There are 11 types of regression models – TreeRegression, GBDTRegression, RFRegression, LRegression, LassoRegression, ENRegression, RidgeRegression, FNNRegression, XGBRegression, CNNRegression and PCARegression.
“Number of samples” determines the number of samples used to build a model.
Below are parameter configuration directions for regression models.
Appendix 2: Regression model parameters
Type & Range: The type is always followed by an interval indicating the parameter’s value range. Square brackets indicate a closed interval and parentheses indicate an opened interval.
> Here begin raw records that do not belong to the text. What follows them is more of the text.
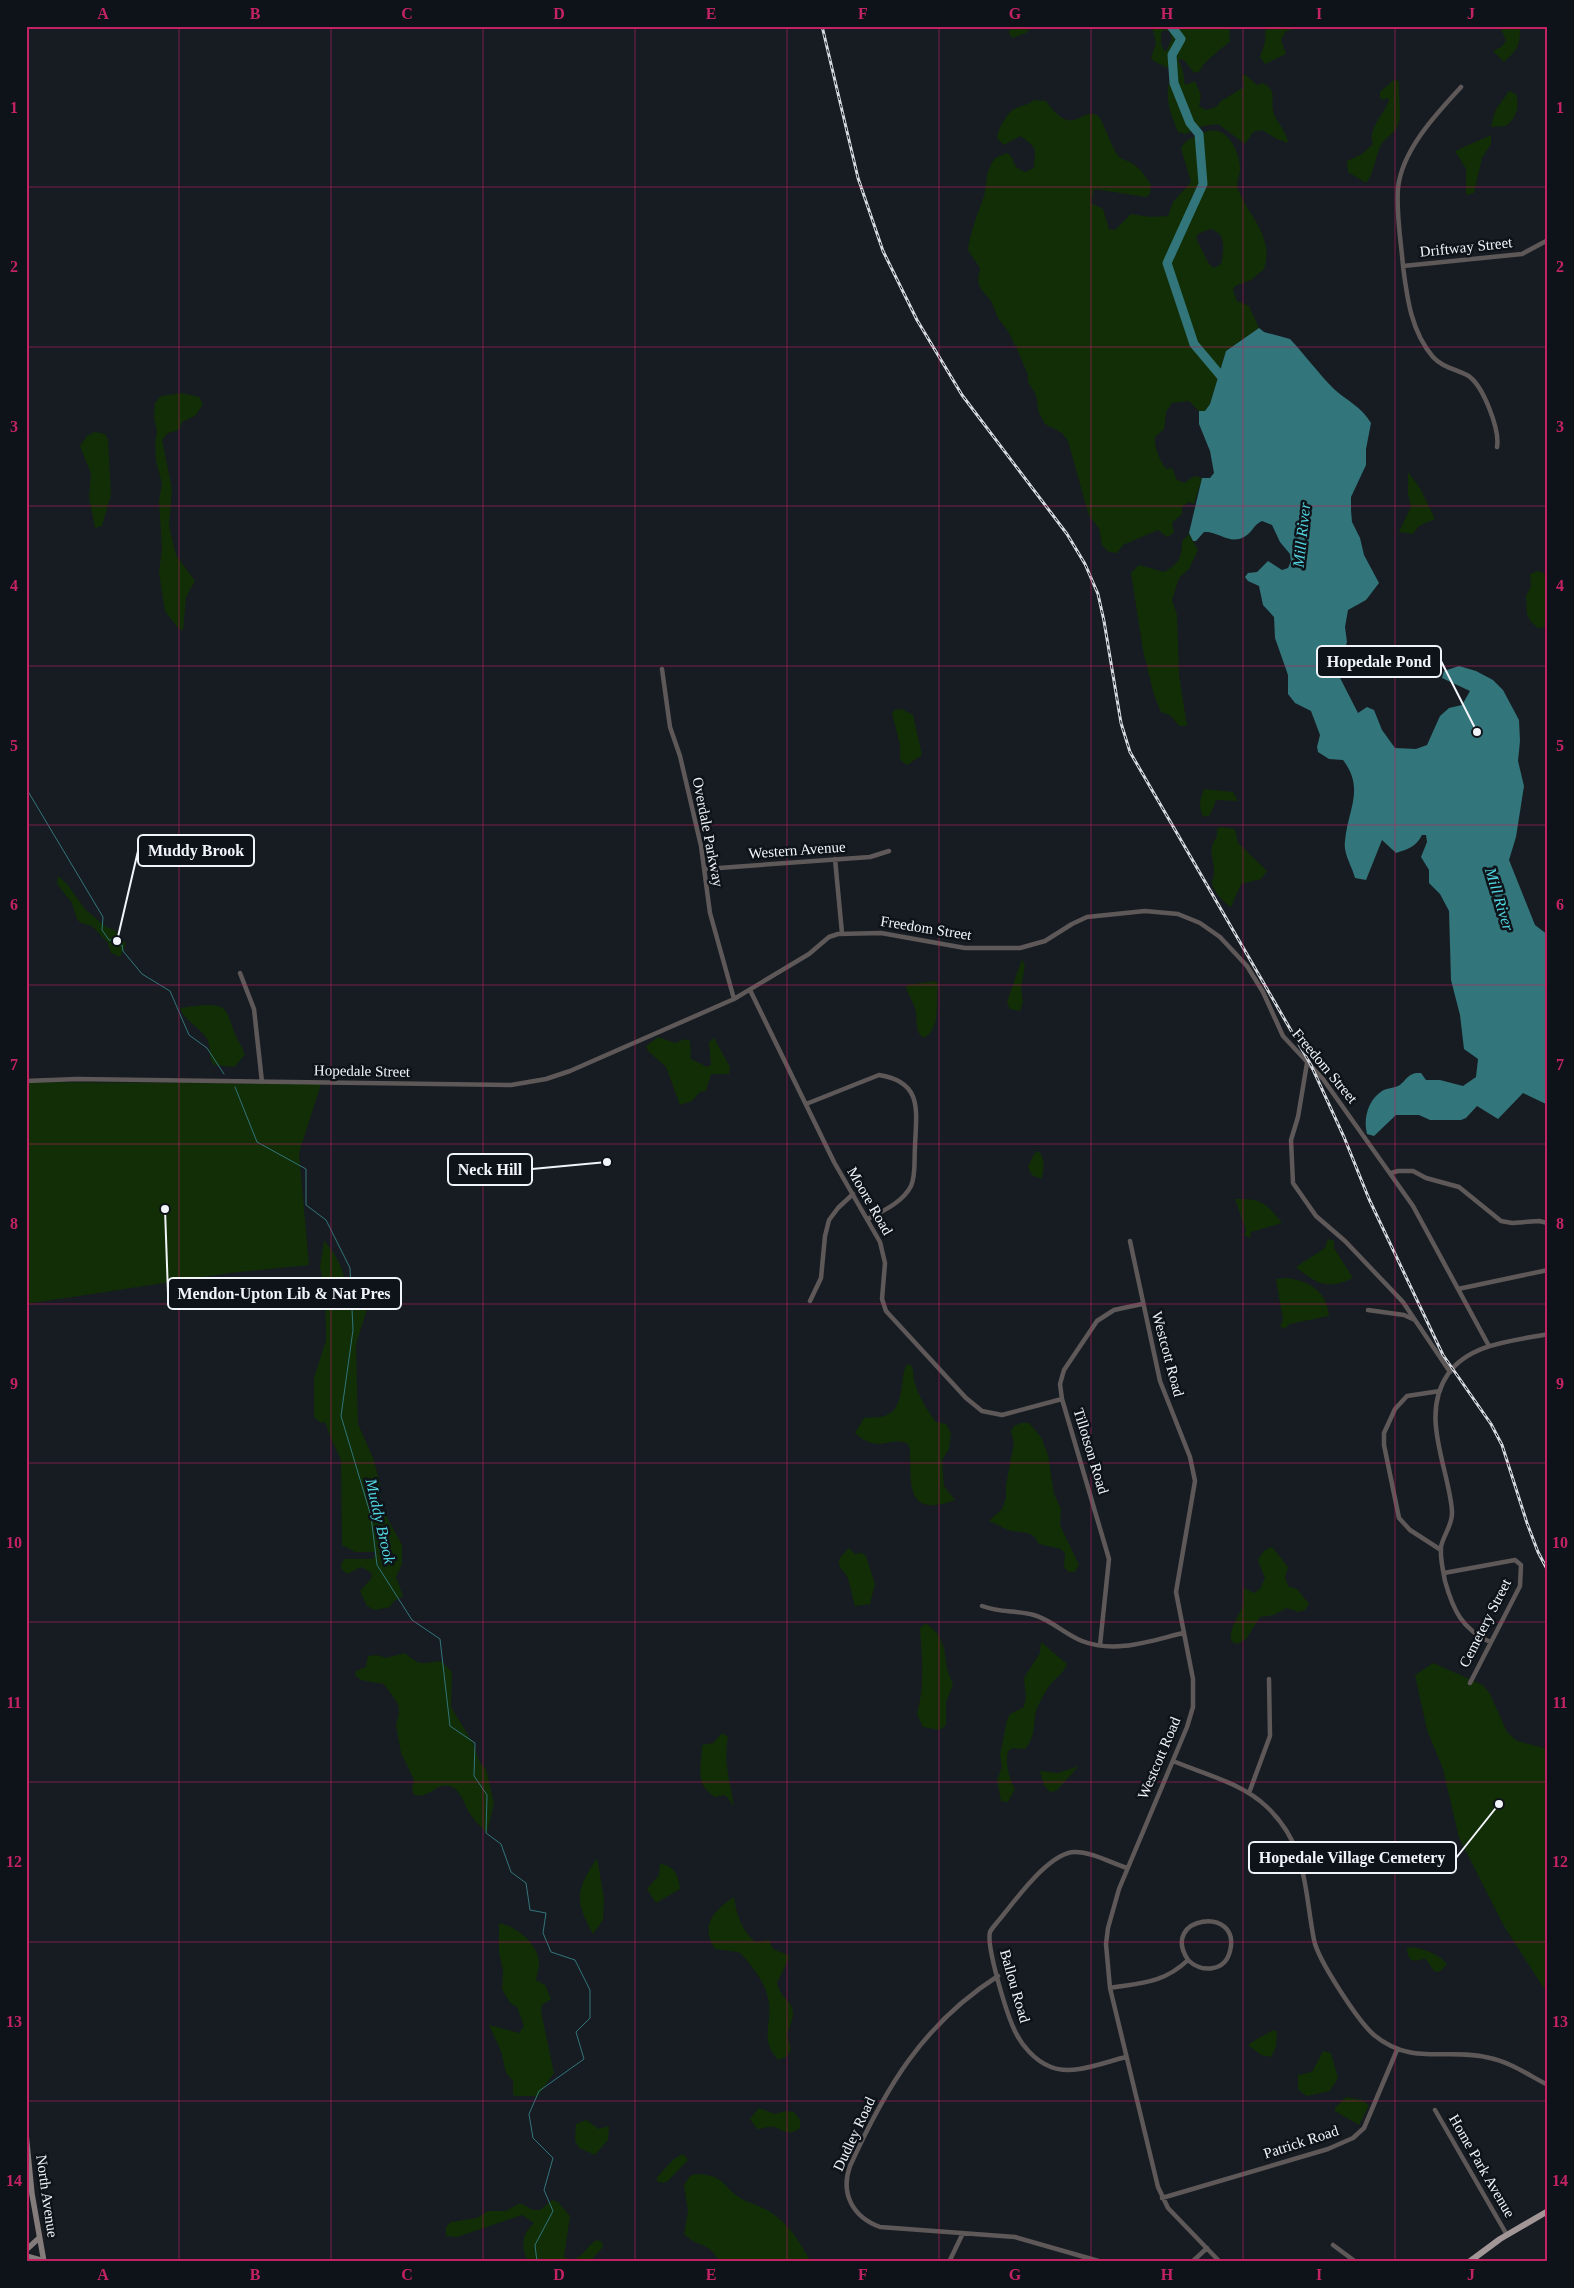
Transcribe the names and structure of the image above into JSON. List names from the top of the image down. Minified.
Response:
{"streets":{"main road":["North Avenue"],"street":["Driftway Street","Overdale Parkway","Western Avenue","Freedom Street","Hopedale Street","Moore Road","Westcott Road","Tillotson Road","Cemetery Street","Ballou Road","Dudley Road","Patrick Road","Home Park Avenue"]},"crossings":[["Overdale Parkway","Western Avenue"],["Overdale Parkway","Freedom Street"],["Freedom Street","Hopedale Street"],["Freedom Street","Moore Road"],["Moore Road","Tillotson Road"],["Westcott Road","Tillotson Road"],["Westcott Road","Ballou Road"],["Westcott Road","Patrick Road"],["Ballou Road","Dudley Road"]],"water":["Mill River","Muddy Brook"],"places":["Hopedale Pond","Muddy Brook","Neck Hill","Mendon-Upton Lib & Nat Pres","Hopedale Village Cemetery"],"grid":{"columns":["A","B","C","D","E","F","G","H","I","J"],"rows":["1","2","3","4","5","6","7","8","9","10","11","12","13","14"]}}
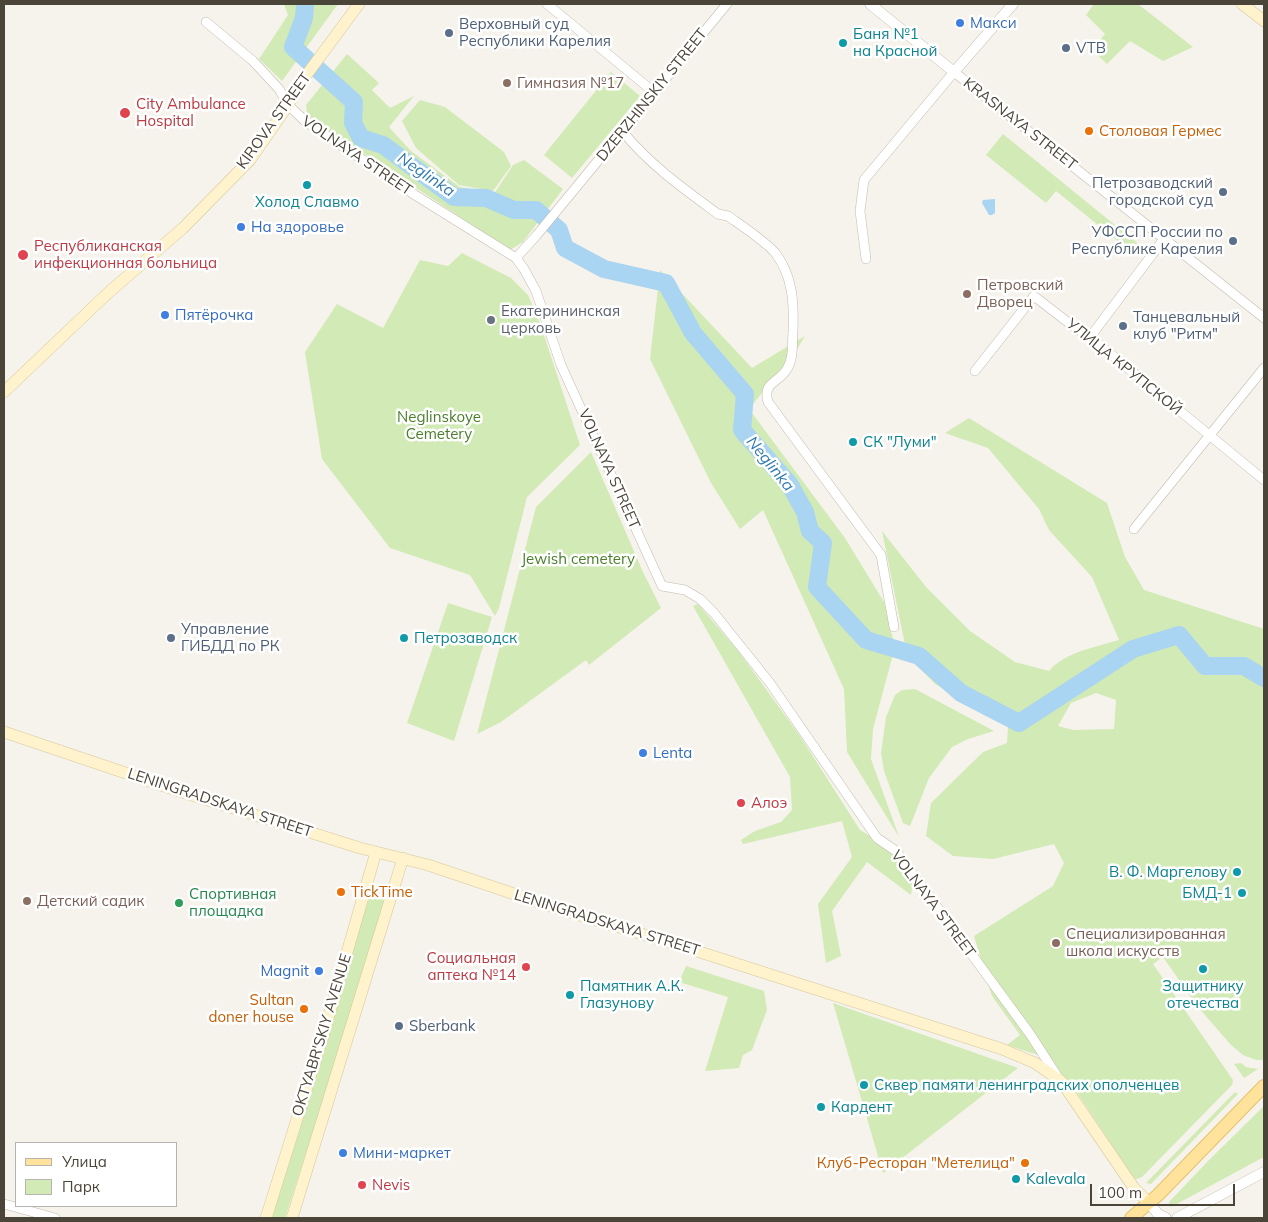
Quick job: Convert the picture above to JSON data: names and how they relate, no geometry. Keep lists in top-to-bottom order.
{
  "streets": {
    "main road": ["KIROVA STREET", "LENINGRADSKAYA STREET", "OKTYABR'SKIY AVENUE"],
    "street": [
      "DZERZHINSKIY STREET",
      "KRASNAYA STREET",
      "VOLNAYA STREET",
      "УЛИЦА КРУПСКОЙ"
    ]
  },
  "crossings": [
    ["DZERZHINSKIY STREET", "VOLNAYA STREET"],
    ["KIROVA STREET", "VOLNAYA STREET"],
    ["VOLNAYA STREET", "LENINGRADSKAYA STREET"],
    ["LENINGRADSKAYA STREET", "OKTYABR'SKIY AVENUE"]
  ],
  "water": ["Neglinka"],
  "parks": ["Neglinskoye Cemetery", "Jewish cemetery"],
  "places": [
    "Макси",
    "Верховный суд Республики Карелия",
    "Баня №1 на Красной",
    "VTB",
    "Гимназия №17",
    "City Ambulance Hospital",
    "Столовая Гермес",
    "Холод Славмо",
    "Петрозаводский городской суд",
    "На здоровье",
    "УФССП России по Республике Карелия",
    "Республиканская инфекционная больница",
    "Петровский Дворец",
    "Пятёрочка",
    "Екатерининская церковь",
    "Танцевальный клуб \"Ритм\"",
    "СК \"Луми\"",
    "Управление ГИБДД по РК",
    "Петрозаводск",
    "Lenta",
    "Алоэ",
    "В. Ф. Маргелову",
    "TickTime",
    "БМД-1",
    "Детский садик",
    "Спортивная площадка",
    "Специализированная школа искусств",
    "Социальная аптека №14",
    "Защитнику отечества",
    "Magnit",
    "Памятник А.К. Глазунову",
    "Sultan doner house",
    "Sberbank",
    "Сквер памяти ленинградских ополченцев",
    "Кардент",
    "Мини-маркет",
    "Клуб-Ресторан \"Метелица\"",
    "Kalevala",
    "Nevis"
  ],
  "legend": ["Улица", "Парк"],
  "scale_bar": "100 m"
}
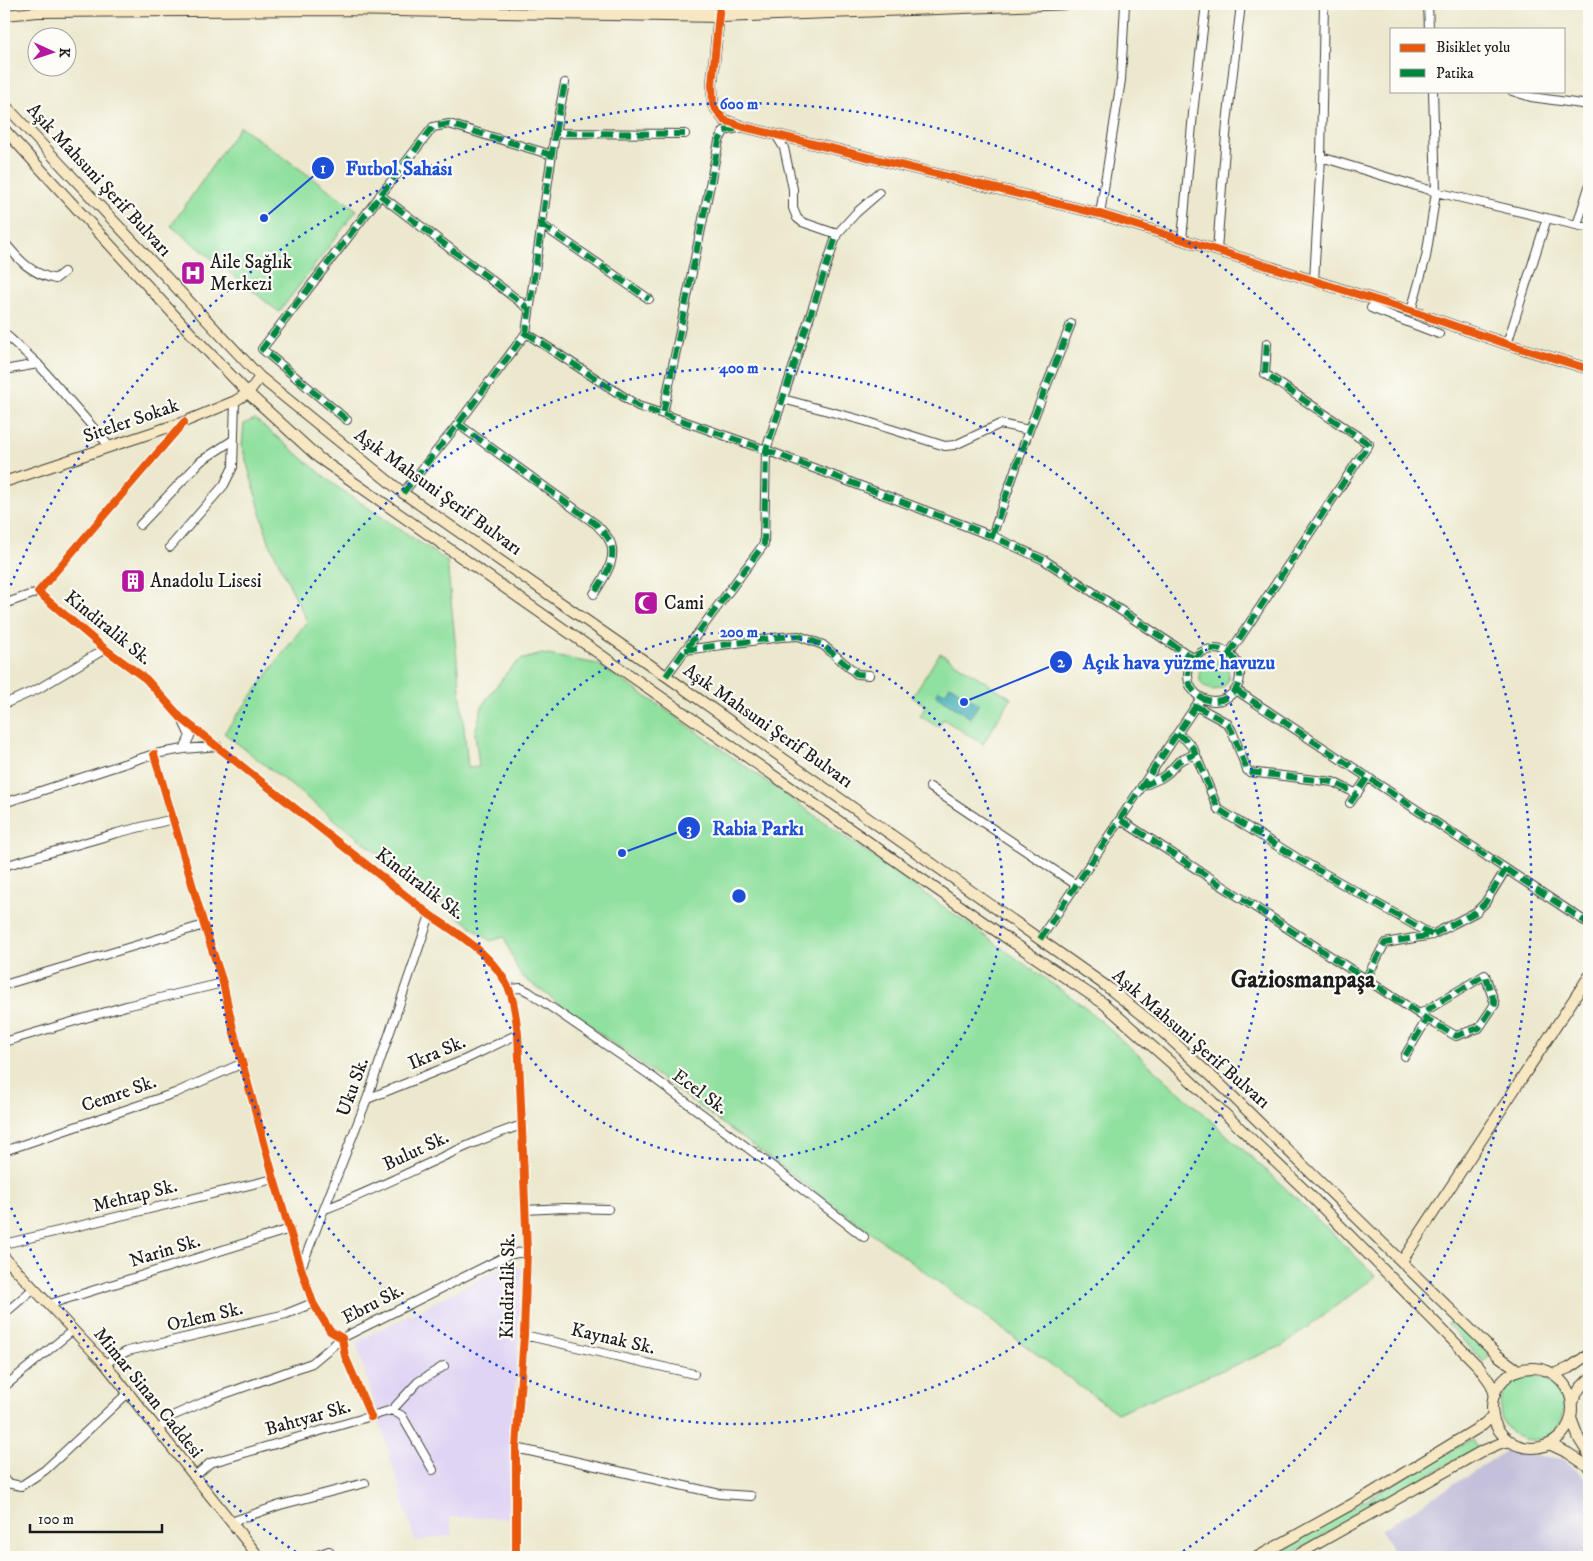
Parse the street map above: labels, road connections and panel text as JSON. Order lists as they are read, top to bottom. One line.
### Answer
{"streets":{"main road":["Aşık Mahsuni Şerif Bulvarı","Siteler Sokak","Mimar Sinan Caddesi"],"street":["Kindiralik Sk.","Ikra Sk.","Uku Sk.","Ecel Sk.","Cemre Sk.","Bulut Sk.","Mehtap Sk.","Narin Sk.","Ebru Sk.","Ozlem Sk.","Kaynak Sk.","Bahtyar Sk."]},"crossings":[["Aşık Mahsuni Şerif Bulvarı","Siteler Sokak"],["Siteler Sokak","Kindiralik Sk."],["Kindiralik Sk.","Ikra Sk."],["Kindiralik Sk.","Uku Sk."],["Kindiralik Sk.","Ecel Sk."],["Kindiralik Sk.","Bulut Sk."],["Kindiralik Sk.","Ebru Sk."],["Kindiralik Sk.","Kaynak Sk."],["Ikra Sk.","Uku Sk."],["Uku Sk.","Bulut Sk."],["Narin Sk.","Mimar Sinan Caddesi"],["Ebru Sk.","Mimar Sinan Caddesi"],["Ozlem Sk.","Mimar Sinan Caddesi"],["Mimar Sinan Caddesi","Bahtyar Sk."]],"districts":["Gaziosmanpaşa"],"places":{"other":["Futbol Sahası","Açık hava yüzme havuzu","Rabia Parkı"],"hospital":["Aile Sağlık Merkezi"],"building":["Anadolu Lisesi"],"mosque":["Cami"]},"legend":["Bisiklet yolu","Patika"],"scale_bar":"100 m","north":"right","rings":["600 m","400 m","200 m"]}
Braces are used for certain int and float parameters to represent drop-down-menu values; the format is {start value, end value, interval}, such as {1, 5, 1}=[1,2,3,4,5] and {1, 6, 2}=[1,3,5]. All available values of string parameters will be listed in the drop-down menu and can’t be entered manually; a null value should be selected through the drop-down menu; the bool values, which are true and false, also should be selected in the drop-down menu; values of int parameters and float parameters can be enterned manually and all available values will be listed in drop-down menu.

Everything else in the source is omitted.